Nebulization of the animals with 1% OVA in PBS was done using an inhalation exposure system (IES) (Glas-COL® Inhalation Exposure System, Model 099C A4212, Terre Haute, Indiana). Standard protocol was applied for the IES. Nebulization involved placing the six animals from the same experimental group inside a stainless steel wire mesh basket, which is divided into five equal compartments. Each compartment therefore held the six animals from the same experimental group. One complete cycle in the IES included a preheat cycle of 15 minutes followed by the nebulization with the OVA for 60 minutes, a cloud decay cycle for 15 minutes and a decontamination cycle also 15 minutes as per standard protocol. Mice were nebulized twice daily.
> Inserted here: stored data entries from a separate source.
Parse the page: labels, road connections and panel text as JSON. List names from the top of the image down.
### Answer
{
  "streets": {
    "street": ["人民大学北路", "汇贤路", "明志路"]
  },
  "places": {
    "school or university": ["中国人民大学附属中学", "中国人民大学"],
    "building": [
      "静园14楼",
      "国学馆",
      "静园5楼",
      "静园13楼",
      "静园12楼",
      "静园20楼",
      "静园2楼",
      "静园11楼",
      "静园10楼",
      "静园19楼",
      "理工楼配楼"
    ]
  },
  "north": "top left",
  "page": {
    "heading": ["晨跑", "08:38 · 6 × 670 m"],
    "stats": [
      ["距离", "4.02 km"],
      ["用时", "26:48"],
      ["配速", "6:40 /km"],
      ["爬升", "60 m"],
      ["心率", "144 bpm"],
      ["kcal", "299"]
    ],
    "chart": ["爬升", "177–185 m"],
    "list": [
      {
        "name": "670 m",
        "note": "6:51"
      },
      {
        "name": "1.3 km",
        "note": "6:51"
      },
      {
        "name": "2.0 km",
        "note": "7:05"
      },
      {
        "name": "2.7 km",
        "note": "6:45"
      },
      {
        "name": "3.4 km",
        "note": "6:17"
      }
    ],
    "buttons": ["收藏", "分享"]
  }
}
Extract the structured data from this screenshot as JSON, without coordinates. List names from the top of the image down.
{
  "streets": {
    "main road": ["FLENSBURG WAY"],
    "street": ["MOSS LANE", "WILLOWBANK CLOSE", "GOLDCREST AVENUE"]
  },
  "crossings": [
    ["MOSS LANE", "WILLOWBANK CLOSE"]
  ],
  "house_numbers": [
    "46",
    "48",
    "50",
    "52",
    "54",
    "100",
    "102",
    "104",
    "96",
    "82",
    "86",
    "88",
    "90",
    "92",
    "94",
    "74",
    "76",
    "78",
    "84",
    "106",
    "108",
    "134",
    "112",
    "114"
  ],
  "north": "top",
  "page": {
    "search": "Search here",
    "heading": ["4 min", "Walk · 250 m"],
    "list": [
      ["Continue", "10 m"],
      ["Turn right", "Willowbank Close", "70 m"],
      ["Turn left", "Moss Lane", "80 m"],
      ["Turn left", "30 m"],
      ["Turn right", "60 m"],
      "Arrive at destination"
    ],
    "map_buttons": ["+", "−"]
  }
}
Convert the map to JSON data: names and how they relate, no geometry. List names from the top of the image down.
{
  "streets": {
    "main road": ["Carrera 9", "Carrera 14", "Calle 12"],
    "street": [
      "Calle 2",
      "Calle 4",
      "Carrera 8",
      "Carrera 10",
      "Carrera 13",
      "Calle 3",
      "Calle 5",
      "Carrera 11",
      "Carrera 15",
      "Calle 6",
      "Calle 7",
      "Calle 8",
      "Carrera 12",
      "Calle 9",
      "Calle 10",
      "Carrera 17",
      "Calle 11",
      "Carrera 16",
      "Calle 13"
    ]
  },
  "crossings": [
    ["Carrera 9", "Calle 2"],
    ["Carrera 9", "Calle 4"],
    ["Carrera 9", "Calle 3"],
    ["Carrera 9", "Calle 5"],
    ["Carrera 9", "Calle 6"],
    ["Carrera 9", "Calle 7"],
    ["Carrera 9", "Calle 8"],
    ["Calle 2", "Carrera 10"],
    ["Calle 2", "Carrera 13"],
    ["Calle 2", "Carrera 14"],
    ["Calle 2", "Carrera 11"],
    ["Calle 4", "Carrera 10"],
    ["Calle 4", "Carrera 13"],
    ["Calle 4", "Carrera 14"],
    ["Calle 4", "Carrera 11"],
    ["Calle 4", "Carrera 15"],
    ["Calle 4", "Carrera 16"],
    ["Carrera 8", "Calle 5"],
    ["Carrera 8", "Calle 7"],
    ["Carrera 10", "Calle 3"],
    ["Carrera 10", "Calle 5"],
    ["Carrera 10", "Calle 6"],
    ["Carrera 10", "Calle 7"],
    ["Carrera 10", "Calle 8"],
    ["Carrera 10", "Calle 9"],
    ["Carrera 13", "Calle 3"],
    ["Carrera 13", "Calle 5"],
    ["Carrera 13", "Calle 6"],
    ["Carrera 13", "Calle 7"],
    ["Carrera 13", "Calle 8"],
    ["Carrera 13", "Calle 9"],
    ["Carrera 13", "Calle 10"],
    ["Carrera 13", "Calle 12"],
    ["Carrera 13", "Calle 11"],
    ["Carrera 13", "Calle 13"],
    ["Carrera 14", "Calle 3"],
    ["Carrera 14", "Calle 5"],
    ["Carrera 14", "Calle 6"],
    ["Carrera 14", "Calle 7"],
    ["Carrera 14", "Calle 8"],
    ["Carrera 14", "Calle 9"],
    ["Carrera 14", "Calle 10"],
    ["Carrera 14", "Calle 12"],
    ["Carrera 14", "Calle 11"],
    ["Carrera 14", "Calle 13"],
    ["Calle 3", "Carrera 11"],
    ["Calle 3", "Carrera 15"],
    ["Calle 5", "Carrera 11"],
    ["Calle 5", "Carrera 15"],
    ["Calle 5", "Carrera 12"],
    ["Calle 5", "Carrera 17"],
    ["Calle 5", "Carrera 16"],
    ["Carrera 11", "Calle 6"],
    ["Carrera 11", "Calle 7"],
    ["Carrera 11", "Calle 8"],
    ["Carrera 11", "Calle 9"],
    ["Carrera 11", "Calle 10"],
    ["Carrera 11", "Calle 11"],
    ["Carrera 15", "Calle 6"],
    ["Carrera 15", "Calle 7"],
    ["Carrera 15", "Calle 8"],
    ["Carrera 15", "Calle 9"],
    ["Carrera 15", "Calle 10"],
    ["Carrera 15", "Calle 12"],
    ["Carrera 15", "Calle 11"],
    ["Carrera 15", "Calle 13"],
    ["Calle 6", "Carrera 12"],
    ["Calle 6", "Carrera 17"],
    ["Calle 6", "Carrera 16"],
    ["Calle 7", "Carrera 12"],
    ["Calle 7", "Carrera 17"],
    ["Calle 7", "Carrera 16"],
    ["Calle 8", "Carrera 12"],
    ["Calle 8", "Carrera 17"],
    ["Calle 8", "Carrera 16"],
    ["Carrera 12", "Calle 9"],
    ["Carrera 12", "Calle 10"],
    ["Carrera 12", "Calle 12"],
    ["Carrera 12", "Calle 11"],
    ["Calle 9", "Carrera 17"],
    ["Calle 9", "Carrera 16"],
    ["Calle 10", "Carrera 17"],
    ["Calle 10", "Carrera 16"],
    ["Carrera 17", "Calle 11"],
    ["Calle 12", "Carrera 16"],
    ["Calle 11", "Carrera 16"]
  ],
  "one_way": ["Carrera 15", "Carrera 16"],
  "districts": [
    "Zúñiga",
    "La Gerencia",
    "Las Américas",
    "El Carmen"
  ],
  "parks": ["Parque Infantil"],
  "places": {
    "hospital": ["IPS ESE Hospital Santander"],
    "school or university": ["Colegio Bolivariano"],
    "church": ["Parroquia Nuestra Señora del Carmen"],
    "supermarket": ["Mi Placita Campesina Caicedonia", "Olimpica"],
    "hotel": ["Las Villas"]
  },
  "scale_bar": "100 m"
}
Treatment procedures involved in this study were conducted by veterinary technicians. This involved the administration of Modul8TM and hydrocortisone to the asthmatic animals. Solu-CortefTM 100mg Hydrocortisone (Pfizer Laboratories (Pty) Limited), dissolved in sterile PBS was injected intra-peritoneally, while Modul8 (Natel Healthcare SA (PTY) Ltd.) was administered orally on the specific treatment days as indicated in Table I. Modul8 is a complex homeopathic immunomodulator that enhances the immunity of an individual and consists of a mixture of different substances in different concentrations. The following substances are found in this product: Aconitum napellus (D20), Arsenicum album (D18), Asafoetida (D20), Calcarea carbonica (D16), Conium maculatum (DH17), Ipecacuanha (D13), Phosphorus (D20), Rhus toxicodendron (D17), silicea (D20), sulfur (D24), Thuja occidentalis (D19), alcohol (0.2%, v/v) and purified water (44.050 ml). The product is available in 50 ml bottles on which the declared potencies (D) are expressed. The latter is an indication of an index of 10-fold dilution. The dosage of Modul8 was calculated from the adult human dosage and a dosage of 28ml/kg was administered once daily via oral gavage as it allows for administration of a controlled amount of compound. The adult dosage of 100mg/kg body weight hydrocortisone was converted to the average mass of a mouse, which was taken at 20g. The hydrocortisone was administered via intraperitoneal injection, as was indicated on the product itself and since it is one of the most common routes of administration in mice.

BAL technique. On the day of termination, a small skin incision was made in the skin of each mouse in the ventral region of the trachea. This was followed by blunt dissection to expose the trachea. A small transverse incision was made below the larynx through which a 21G venous catheter was employed to inject 0.3ml of saline into the trachea and aspirated with a syringe. The BAL fluid was collected and pooled for the individual groups. The samples were then centrifuged for two minutes at 1000rpm and used to prepare histological smears. The smears were stained with Rapid Hematological Stain and viewed with a Nikon Optiphot light microscope. A hundred cells were counted per slide and statistically analyzed.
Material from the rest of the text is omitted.